According to the source, “Follow My Lead” wasn’t supposed to be released until further down the line in Curtis‘ run, especially since 50 has videos for “I Get Money” and “Ayo Technology” already in rotation (see “50 Cent Suits Up For ‘Ayo Technology’ Clip With Justin Timberlake, Timbaland” ).
Needless to say, 50 didn’t take the news too kindly, causing quite a stir at the G-Unit offices, according to both the source and the web site of radio personality/journalist MissInfo. 50 reportedly erupted, ripping out a plasma TV, throwing his cell phone through a glass window and saying that he was going on vacation.
50 talked about his frustration over the way Interscope handled his Curtis project with DJ Kay Slay on New York’s Hot 97 in an interview that aired late Thursday night.
“The process has been ill for me this go-around,” he said. “I usually have to start a project myself, as far as Interscope. I got to lead. On the first album, ‘Wanksta’ just took off before ‘In Da Club’ came about. When we got to The Massacre, I leaked ‘Disco Inferno’ and they caught up with ‘Candy Shop.’ This album, I threw ‘Straight to the Bank’ out there and ‘Amusement Park’ was the joint they were supposed to assist me with going after. But when that came, it grew at the same pace that ‘Straight to the Bank’ grew. And I was like, ‘Yo, it don’t feel like it’s a difference in the support for the actual record.’

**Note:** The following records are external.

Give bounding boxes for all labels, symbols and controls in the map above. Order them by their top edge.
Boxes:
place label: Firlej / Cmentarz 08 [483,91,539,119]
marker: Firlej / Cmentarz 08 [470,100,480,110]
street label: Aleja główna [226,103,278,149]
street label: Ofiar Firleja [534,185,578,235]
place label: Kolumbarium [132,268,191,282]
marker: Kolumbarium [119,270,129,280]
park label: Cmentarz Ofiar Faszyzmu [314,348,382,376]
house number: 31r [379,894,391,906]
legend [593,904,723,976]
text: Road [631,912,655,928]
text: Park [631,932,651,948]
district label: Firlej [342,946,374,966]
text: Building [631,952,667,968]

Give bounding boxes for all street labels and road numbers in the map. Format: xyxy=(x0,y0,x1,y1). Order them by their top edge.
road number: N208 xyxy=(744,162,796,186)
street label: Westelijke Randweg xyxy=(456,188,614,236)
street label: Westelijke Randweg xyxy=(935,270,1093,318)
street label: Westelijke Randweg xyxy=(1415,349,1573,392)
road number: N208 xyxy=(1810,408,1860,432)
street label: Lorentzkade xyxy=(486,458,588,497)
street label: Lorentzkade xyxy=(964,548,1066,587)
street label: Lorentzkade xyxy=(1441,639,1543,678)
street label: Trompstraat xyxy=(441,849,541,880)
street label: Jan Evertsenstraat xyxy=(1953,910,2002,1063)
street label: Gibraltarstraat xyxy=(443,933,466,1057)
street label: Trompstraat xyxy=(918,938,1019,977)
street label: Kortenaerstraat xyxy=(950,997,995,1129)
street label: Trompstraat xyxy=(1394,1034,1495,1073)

“So I go back in and create something different,” he continued. “So when I came back with ‘I Get Money,’ I was actually upset that ‘Ayo Technology’ leaked. It kind of cut into ‘I Get Money’ a little bit. I knew for a fact the record was leaked from Interscope. Because the first two records, ‘Straight to the Bank’ and ‘Amusement Park,’ weren’t playing at the station that played ‘Ayo Technology’ first. So that’s an indication to me that they delivered it to Top 40 and crossover [radio formats] ahead of … They sent it to [New York radio station] Z-100 before they sent it to Hot 97. I was like, ‘Yo, that’s not a regular leak, B.’ I was like, ‘[My promotion strategy] is necessary because this is speaking to my base, my core audience.’ ”
By late Friday morning, the “Follow My Lead” clip had been removed from YouTube, but high-quality clips could be found elsewhere on the Internet. The video begins with 50 in his car, yelling into his phone in mid-argument with a girlfriend: “Maybe I do need to see a psychiatrist! I’m crazy from talkin’ to your a–!”

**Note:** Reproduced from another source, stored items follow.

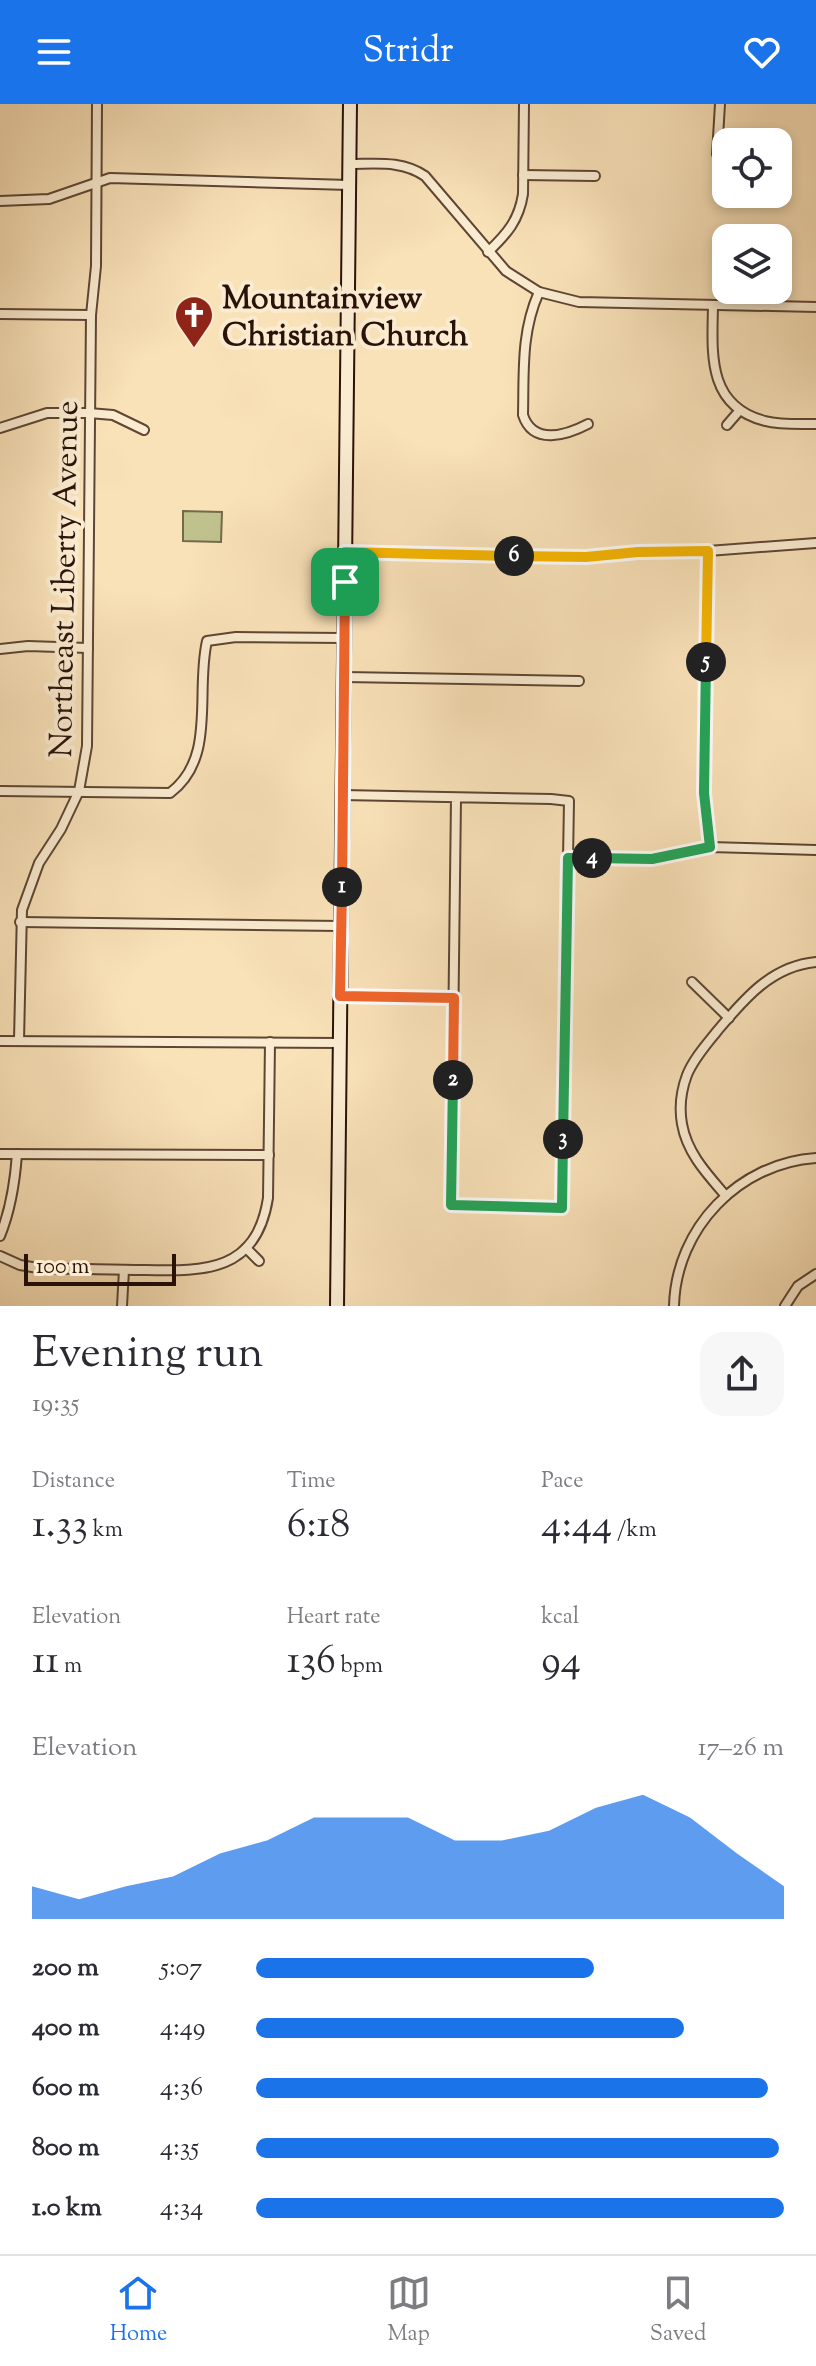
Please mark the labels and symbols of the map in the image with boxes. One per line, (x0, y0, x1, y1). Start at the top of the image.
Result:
place label: Mountainview Christian Church (222, 277, 468, 360)
church icon: Mountainview Christian Church (173, 294, 215, 349)
street label: Northeast Liberty Avenue (40, 400, 92, 758)
pin: 6 (494, 536, 534, 576)
pin (311, 548, 379, 616)
pin: 5 (686, 642, 726, 682)
pin: 4 (572, 838, 612, 878)
pin: 1 (322, 867, 362, 907)
pin: 2 (433, 1060, 473, 1100)
pin: 3 (543, 1119, 583, 1159)
scale bar (24, 1250, 176, 1286)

It fades into a scene showing 50 in the office of a psychiatrist, who is played by legendary actor Dustin Hoffman. He notes that 50’s girlfriend referred him, complaining that 50 never calls her by her name. Hoffman then pulls out a pocket watch and begins to swing it before 50’s eyes, hypnotizing him, saying repetitively, “I’m not going to say those words any more, I’m not going to call women those names any more … ”

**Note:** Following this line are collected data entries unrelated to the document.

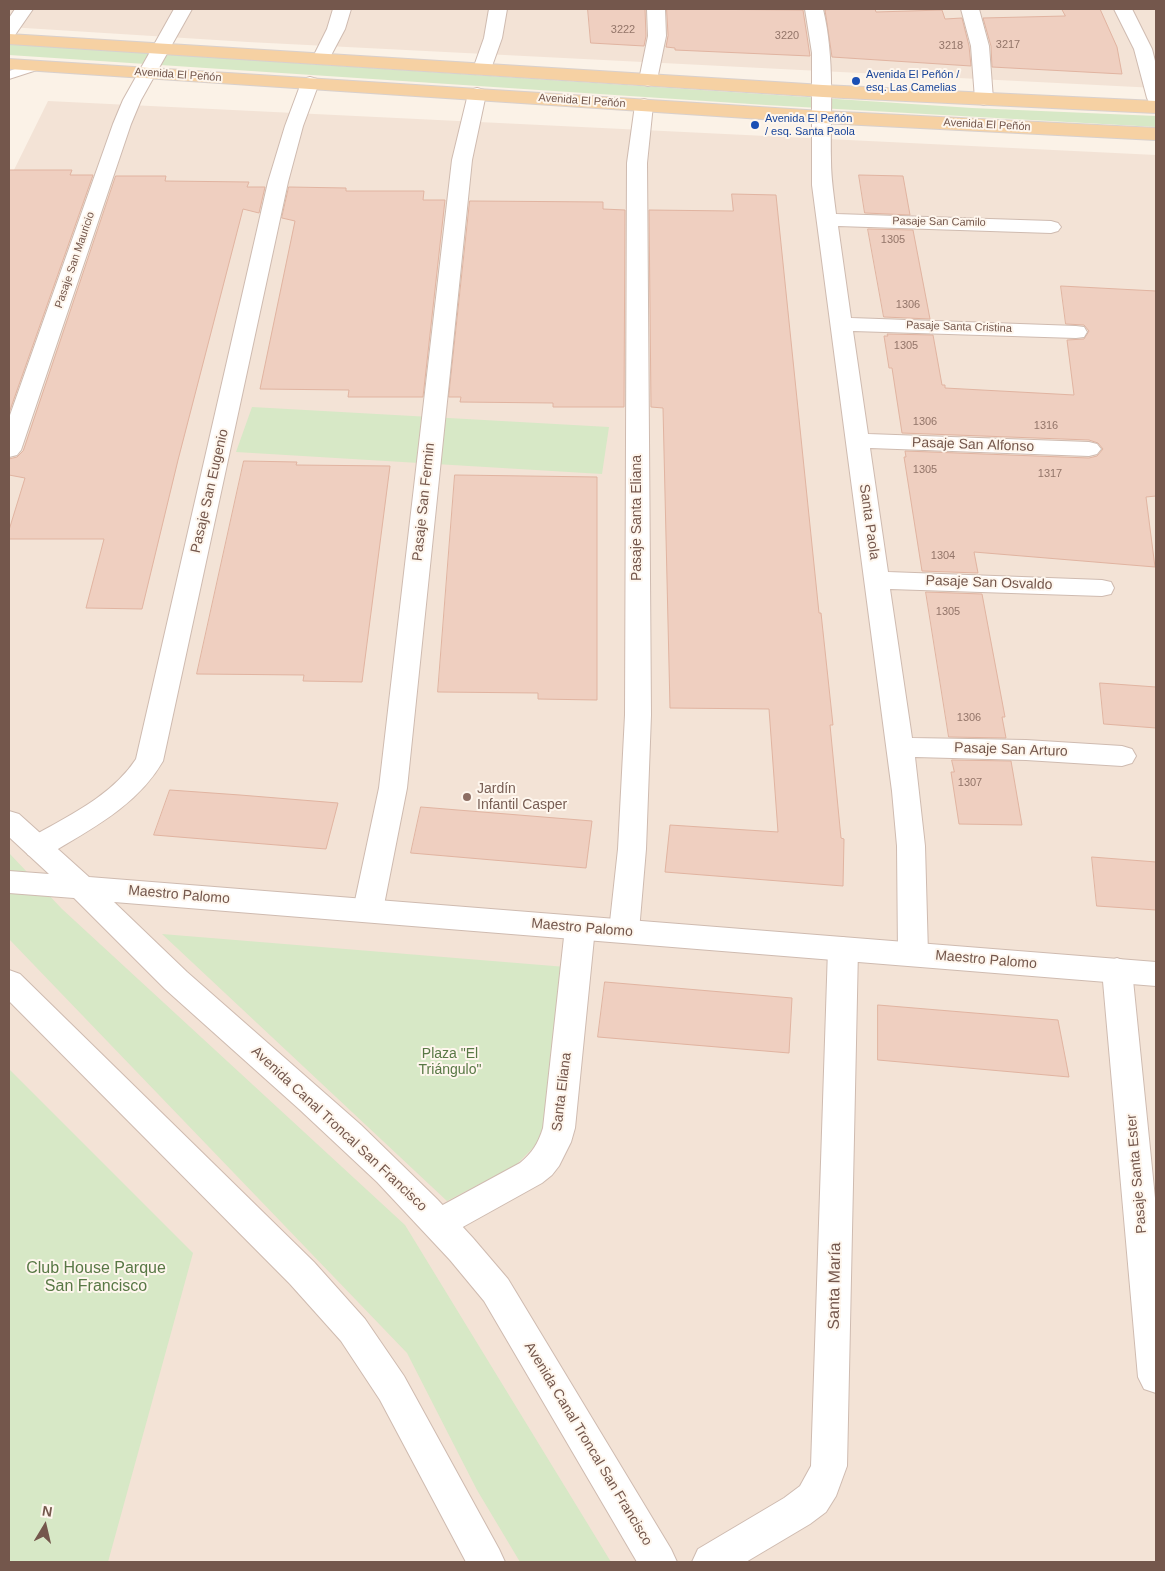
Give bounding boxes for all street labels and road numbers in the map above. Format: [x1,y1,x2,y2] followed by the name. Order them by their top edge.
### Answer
[134,65,222,85] street label: Avenida El Peñón
[538,91,626,111] street label: Avenida El Peñón
[943,116,1031,134] street label: Avenida El Peñón
[52,210,98,310] street label: Pasaje San Mauricio
[892,215,986,229] street label: Pasaje San Camilo
[906,319,1012,335] street label: Pasaje Santa Cristina
[188,427,232,555] street label: Pasaje San Eugenio
[912,434,1034,456] street label: Pasaje San Alfonso
[409,442,439,562] street label: Pasaje San Fermin
[629,455,645,581] street label: Pasaje Santa Eliana
[855,483,883,561] street label: Santa Paola
[925,572,1053,594] street label: Pasaje San Osvaldo
[954,740,1068,760] street label: Pasaje San Arturo
[127,882,231,908] street label: Maestro Palomo
[530,915,634,941] street label: Maestro Palomo
[934,947,1038,973] street label: Maestro Palomo
[248,1043,430,1215] street label: Avenida Canal Troncal San Francisco
[549,1052,575,1132] street label: Santa Eliana
[1123,1114,1151,1234] street label: Pasaje Santa Ester
[825,1242,845,1330] street label: Santa María
[520,1339,656,1549] street label: Avenida Canal Troncal San Francisco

Fif’s eyes follow the watch and he falls asleep, dreaming of a scene where he and piano-playing Thicke, both clad in classy black suits, are performing in a small, swank nightclub setting accompanied by a jazz trio.
The song is a laid-back, piano-driven tune that finds 50 expressing himself to the ladies.
“If you listen to the rumors, they say ’50 f—in’ crazy,’ ” he raps in the first verse. ” ’50 don’t know how to treat a lady’/ They wrong … You could be my Beyoncé/ I’ll be your Jay.”
“Wherever I go …” Thicke sings on the hook before 50 finishes, “Follow my lead/ Baby, I can be all you need/ I’ll hold you down, you can put your trust in me/ I think God made you for me.”
After the song fades, Hoffman abruptly snaps his fingers and we’re back in the psychiatrist’s office. “Curtis, that’s our time for today,” he says.
Representatives for Interscope Records, which distributes G-Unit Records, had not responded to MTV News’ requests for comment at press time. A representative for the New York Police Department said it had not been contacted about the incident.